Less Context, Better Agents: Efficient Context Engineering for Long-Horizon Tool-Using LLM Agents
Less Context, Better Agents: Efficient Context Engineering for Long-Horizon Tool-Using LLM Agents
更少的上下文,更强的智能体:面向长周期工具使用型 LLM 智能体的高效上下文工程
Abstract: Large language models deployed as autonomous agents for enterprise workflows face a key challenge: verbose tool responses from enterprise systems can cause context overflow, stale-state errors, and high inference cost. We study this problem in automated expense itemization in Microsoft Dynamics 365 Finance and Operations using Model Context Protocol tools.
摘要: 作为企业工作流自主智能体部署的大型语言模型面临一个关键挑战:来自企业系统的冗长工具响应可能导致上下文溢出、状态陈旧错误以及高昂的推理成本。我们通过使用模型上下文协议(Model Context Protocol)工具,研究了 Microsoft Dynamics 365 Finance and Operations 中自动化费用明细处理的问题。
We evaluate four GPT-5 configurations on a 50-task hotel expense benchmark: no user model, full conversation history, context pruned to the last 5 tool call/response pairs, and pruning with automated summarization. Results are averaged across 5 independent runs, with the user model held constant for the context-engineering comparison.
我们在包含 50 项任务的酒店费用基准测试中评估了四种 GPT-5 配置:无用户模型、完整对话历史、修剪至最后 5 对工具调用/响应的上下文,以及结合自动摘要的修剪方案。结果取自 5 次独立运行的平均值,在上下文工程对比中保持用户模型不变。
The no-user-model baseline achieves only 8.0% complete itemization. Full-context retention improves completion to 71.0%, but consumes 1,480,996 tokens and 14.56 hours per benchmark. Pruning to the last 5 tool calls improves completion to 79.0% while reducing token use to 535,274 and runtime to 5.39 hours. Adding summarization achieves the best result: 91.6% complete itemization and 99.64% average amount itemized, with 553,374 tokens and 5.79 hours.
无用户模型的基准测试仅实现了 8.0% 的完整明细处理。保留完整上下文将完成率提高到了 71.0%,但每个基准测试消耗了 1,480,996 个 Token,耗时 14.56 小时。
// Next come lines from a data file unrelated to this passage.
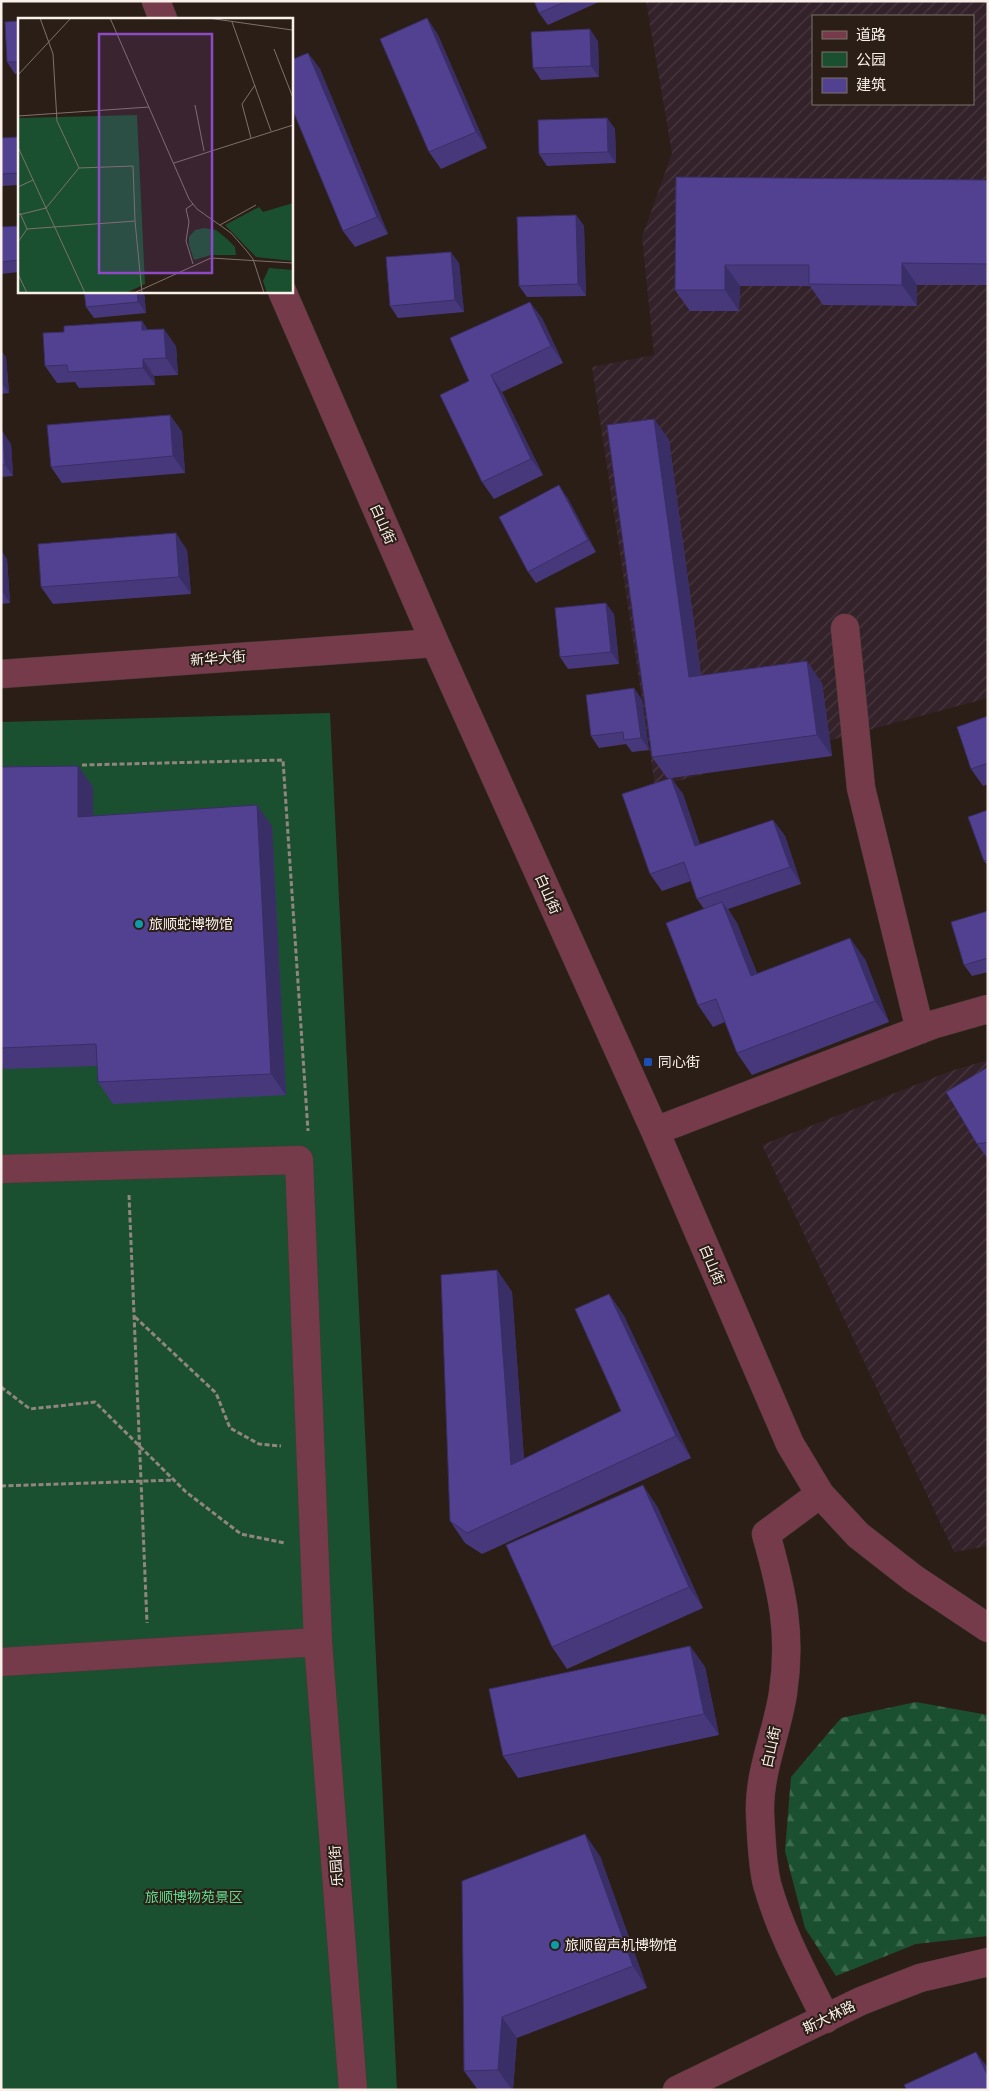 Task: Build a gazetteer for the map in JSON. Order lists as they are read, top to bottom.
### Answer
{
  "streets": {
    "street": [
      "白山街",
      "新华大街",
      "乐园街",
      "斯大林路"
    ]
  },
  "crossings": [
    ["白山街", "新华大街"],
    ["白山街", "斯大林路"]
  ],
  "parks": ["旅顺博物苑景区"],
  "places": {
    "other": ["旅顺蛇博物馆", "旅顺留声机博物馆"],
    "transit": ["同心街"]
  },
  "legend": ["道路", "公园", "建筑"]
}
修剪至最后 5 次工具调用将完成率提高到了 79.0%,同时将 Token 使用量减少至 535,274,运行时间缩短至 5.39 小时。增加摘要功能取得了最佳结果:91.6% 的完整明细处理率和 99.64% 的平均金额明细准确率,且仅消耗 553,374 个 Token,耗时 5.79 小时。
We further report confidence intervals, effect-size analysis, sensitivity over pruning and summary windows, failure analysis, results across five expense types grouped into three categories, and cross-model evidence with Claude Sonnet 4.5. These results show that, for this class of enterprise tool-use workflow, selective retention of recent tool interactions plus compact summarization can improve both reliability and efficiency compared with full-history retention.
我们进一步报告了置信区间、效应量分析、修剪与摘要窗口的敏感性分析、故障分析、分为三类的五种费用类型的结果,以及使用 Claude Sonnet 4.5 进行的跨模型验证。这些结果表明,对于此类企业工具使用工作流,与保留完整历史记录相比,选择性保留近期工具交互并结合精简摘要,可以同时提高可靠性和效率。